WHAT YOU ARE ASKED TO DO: Every line in the records below that holds "markers" must be identified and copied.

Collected data:
=== Section Start ===
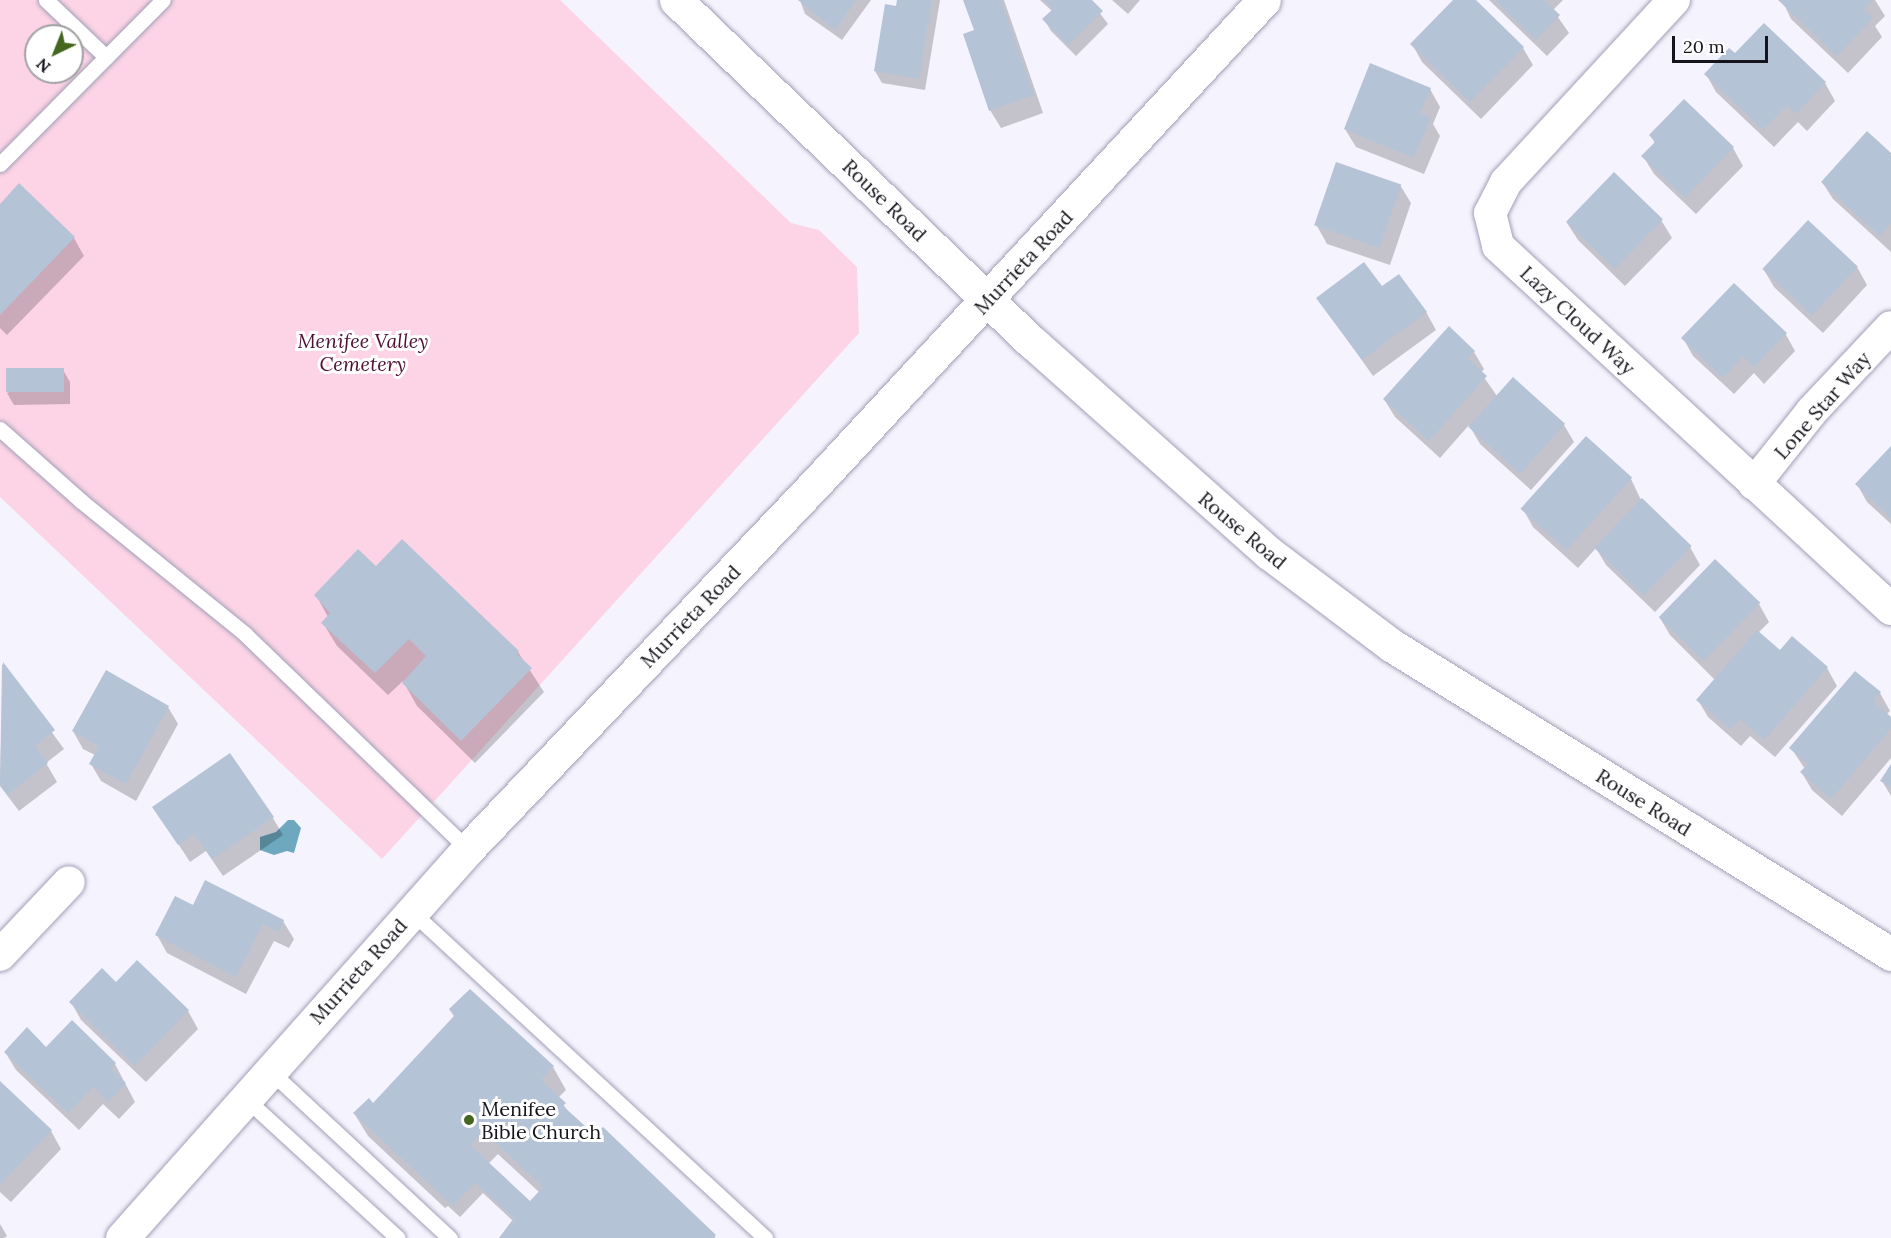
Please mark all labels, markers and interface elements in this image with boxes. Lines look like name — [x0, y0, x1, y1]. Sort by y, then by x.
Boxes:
north arrow — [24, 24, 84, 84]
scale bar — [1675, 24, 1771, 62]
text: 20 m — [1683, 35, 1725, 58]
text: N — [32, 54, 54, 77]
street label: Rouse Road — [838, 154, 932, 246]
street label: Murrieta Road — [969, 205, 1077, 319]
street label: Lazy Cloud Way — [1516, 261, 1640, 379]
park label: Menifee Valley Cemetery — [298, 329, 428, 376]
street label: Lone Star Way — [1769, 346, 1875, 464]
street label: Rouse Road — [1194, 486, 1292, 574]
street label: Murrieta Road — [635, 560, 745, 672]
street label: Rouse Road — [1592, 763, 1696, 841]
street label: Murrieta Road — [304, 913, 412, 1029]
place label: Menifee Bible Church — [481, 1096, 601, 1143]
marker: Menifee Bible Church — [462, 1113, 476, 1127]

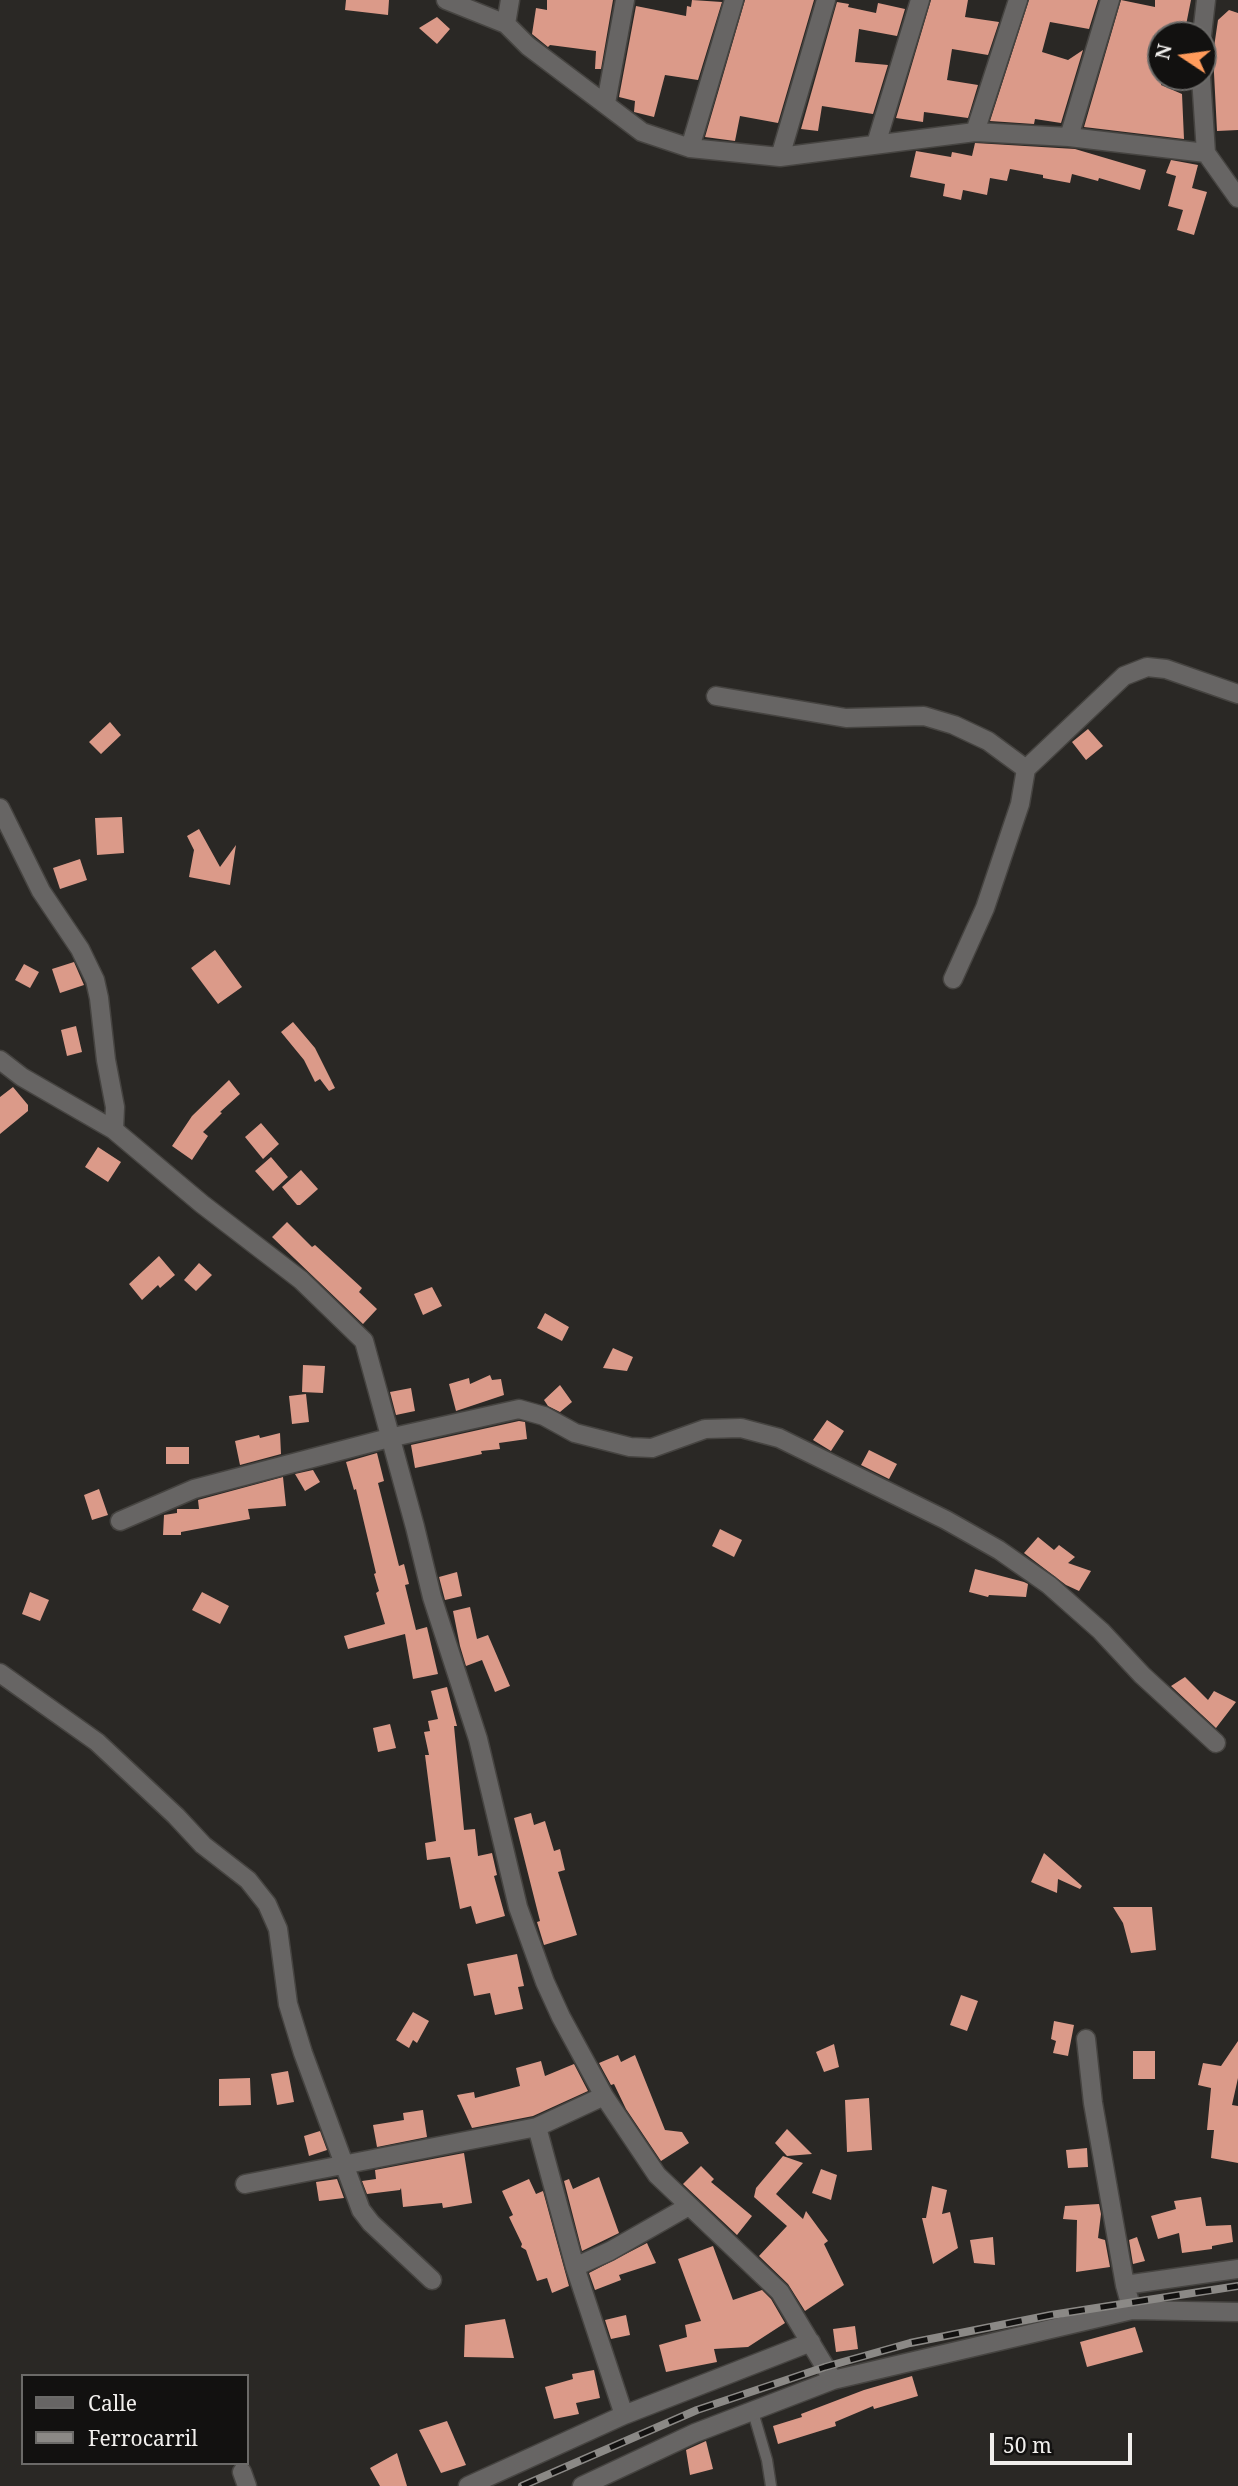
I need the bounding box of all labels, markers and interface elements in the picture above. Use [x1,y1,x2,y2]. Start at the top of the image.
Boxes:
north arrow [1147,21,1217,91]
text: N [1149,42,1178,62]
legend [21,2374,248,2465]
text: Calle [88,2389,137,2417]
scale bar [993,2420,1135,2464]
text: Ferrocarril [88,2424,198,2452]
text: 50 m [1003,2431,1052,2459]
=== Section End ===
RESPONSE:
Please mark all labels, markers and interface elements in this image with boxes. Lines look like name — [x0, y0, x1, y1]. Sort by y, then by x.
I need the bounding box of all labels, markers and interface elements in the picture above. Use [x1,y1,x2,y2]. Start at the top of the image.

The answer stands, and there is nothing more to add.